Si è preso qualche giorno di tempo per riflettere, ma appare scontato che Enrico Letta sarà il nuovo segretario del Partito democratico subentrando al dimissionario Nicola Zingaretti. Un grande ritorno, per l’ex premier spodestato nel 2014 da Matteo Renzi. Di sicuro stavolta Letta sarà sereno (ricordando il famoso hashtag dell’allora rottamatore Renzi) perché nel nuovo Pd dell’ex sindaco di Firenze, oggi leader di Italia Viva, non c’è traccia. Troverà però un partito in tempesta dopo l’addio a sorpresa di Zingaretti e in crisi di identità: è nel Governo Draghi con Movimento Cinque Stelle, Lega e Forza Italia e in forte ambasce sulla possibilità, grandemente sponsorizzata dall’ex segretario e da Giuseppe Conte (neo leader dei Cinque Stelle) di un’alleanza strutturale con i pentastellati. Tanta carne al fuoco.

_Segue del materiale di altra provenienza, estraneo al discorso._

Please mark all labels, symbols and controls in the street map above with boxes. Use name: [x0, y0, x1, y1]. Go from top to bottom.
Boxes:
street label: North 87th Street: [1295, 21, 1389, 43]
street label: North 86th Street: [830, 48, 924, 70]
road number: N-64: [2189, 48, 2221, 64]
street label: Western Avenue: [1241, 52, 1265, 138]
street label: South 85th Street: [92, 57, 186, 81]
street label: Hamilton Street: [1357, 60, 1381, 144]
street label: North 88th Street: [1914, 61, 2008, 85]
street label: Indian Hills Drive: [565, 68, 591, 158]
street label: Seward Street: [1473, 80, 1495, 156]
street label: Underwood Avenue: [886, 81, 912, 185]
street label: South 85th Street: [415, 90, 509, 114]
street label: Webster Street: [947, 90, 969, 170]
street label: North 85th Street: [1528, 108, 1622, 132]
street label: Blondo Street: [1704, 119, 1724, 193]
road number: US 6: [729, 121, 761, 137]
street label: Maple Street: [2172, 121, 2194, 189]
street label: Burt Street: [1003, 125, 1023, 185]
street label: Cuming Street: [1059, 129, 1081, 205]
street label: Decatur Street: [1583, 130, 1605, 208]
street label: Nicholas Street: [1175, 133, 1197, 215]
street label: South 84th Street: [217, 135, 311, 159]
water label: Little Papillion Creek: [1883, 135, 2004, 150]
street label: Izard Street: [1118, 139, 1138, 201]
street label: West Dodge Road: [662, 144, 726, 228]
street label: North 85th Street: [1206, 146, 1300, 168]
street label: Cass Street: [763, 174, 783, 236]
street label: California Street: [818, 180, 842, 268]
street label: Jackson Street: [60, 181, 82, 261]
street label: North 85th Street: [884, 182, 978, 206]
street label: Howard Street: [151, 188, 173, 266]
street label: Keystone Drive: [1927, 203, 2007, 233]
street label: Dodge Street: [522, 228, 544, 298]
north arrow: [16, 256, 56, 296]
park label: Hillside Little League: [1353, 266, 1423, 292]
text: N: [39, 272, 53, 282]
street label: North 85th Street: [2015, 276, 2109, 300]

Enrico Letta, che dal giorno dell’addio a Palazzo Chigi fa tutt’altro  (dirige la Scuola di affari internazionali di Science Po, l’Istituto di studi politici di Parigi e vive tra Roma e la capitale di Francia), dopo un primo e convinto no alla possibilità di guidare il Pd, si è poi dato tempo per decidere. Almeno 48 ore di tempo per riflettere, come ha scritto anche su Twitter: «Sono grato per la quantità di messaggi di incoraggiamento che sto ricevendo – ha twittato – Ho il Pd nel cuore e queste sollecitazioni toccano le corde più profonde. Ma questa inattesa accelerazione mi prende davvero alla sprovvista; avrò bisogno di 48ore per riflettere bene. E poi decidere». La decisione finale arriverebbe domani, venerdì 12 marzo: solo allora si saprà se, come chiesto dalla maggioranza dei Dem, sarà la nuova guida di un partito di maggioranza in cerca di un nuovo sprint in tema di programmi e di consensi. E soprattutto che ha un urgente bisogno di ritrovare unità: proprio le divisioni interne hanno indotto Zingaretti a lasciare con un carico da novanta di polemiche. L’unità di sicuro manca sul ruolo che dovrebbe avere lo stesso Letta. C’è infatti chi spera che sia un segretario al 100%, fino al congresso del 2023; chi invece auspica sia solo un traghettatore verso un congresso anticipato. Nel frattempo, il 14 marzo il Pd terrà l’assemblea nazionale per scegliere il nuovo segretario.  

Enrico Letta, che ha 53 anni, è stato premier dal 28 aprile 2013 al 22 febbraio 2014; dal 9 giugno del 2015 non è più parlamentare, dimessosi per seguire la propria carriera accademica. Toscano, nipote dell’eminenza grigia di Forza Italia Gianni Letta, appare come una figura che può sedare i tormenti del Pd; lo sostengono a gran voce lo stesso Zingaretti e Dario Franceschini, da Stefano Bonaccini (presidente della regione Emilia Romagna).